UNITED STATES
                       SECURITIES AND EXCHANGE COMMISSION
                             WASHINGTON, D.C. 20549

                                  SCHEDULE 13D
                    UNDER THE SECURITIES EXCHANGE ACT OF 1934


                              APOGEE ROBOTICS, INC.
                                (Name of Issuer)

                           COMMON STOCK, NO PAR VALUE
                         (Title of Class of Securities)

                                    037599206
                                 (CUSIP Number)

                            Laura E. Anthony, Esquire
                         330 Clematis Street, Suite 217
                            West Palm Beach, FL 33401
                                  (561)514-0936
                  (Name, Address and Telephone Number of Person
                Authorized to Receive Notices and Communications)

                                  MARCH 7, 2007
             (Date of Event Which Requires Filing of this Statement)

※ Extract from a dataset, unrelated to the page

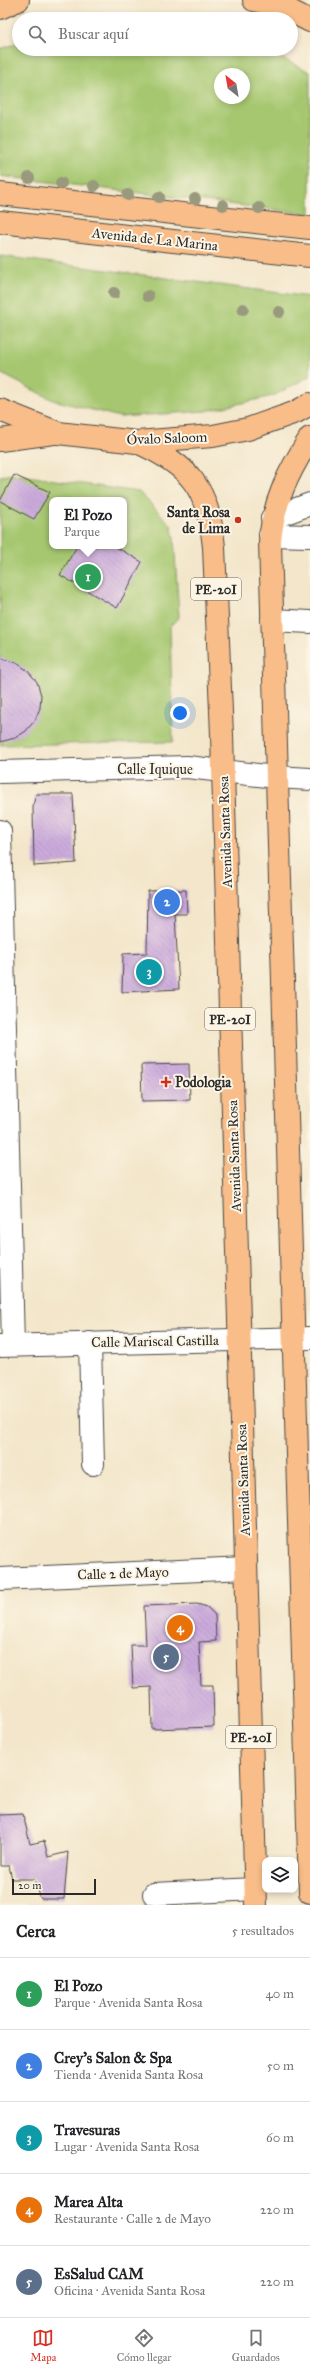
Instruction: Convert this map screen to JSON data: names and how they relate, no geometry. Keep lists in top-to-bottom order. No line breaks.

      If the filing person has previously filed a statement on Schedule 13G to
report the acquisition which is the subject of this Schedule 13D, and is filing
this schedule because of ss.ss.240.13d-1(e), 240.13d-1(f) or 240.13d-1(g), check
the following box. |_|

      NOTE: Schedules filed in paper format shall include a signed original and
five copies of the schedule, including all exhibits. See Section ss.240.13d-7
for other parties to whom copies are to be sent.

      *The remainder of this cover page shall be filled out for a reporting
person's initial filing on this form with respect to the subject class of
securities, and for any subsequent amendment containing information which would
alter disclosures provided in a prior cover page.

      The information required on the remainder of this cover page shall not be
deemed to be "filed" for the purpose of Section 18 of the Securities Exchange
Act of 1934 ("Act") or otherwise subject to the liabilities of that section of
the Act but shall be subject to all other provisions of the Act (however, see
the Notes).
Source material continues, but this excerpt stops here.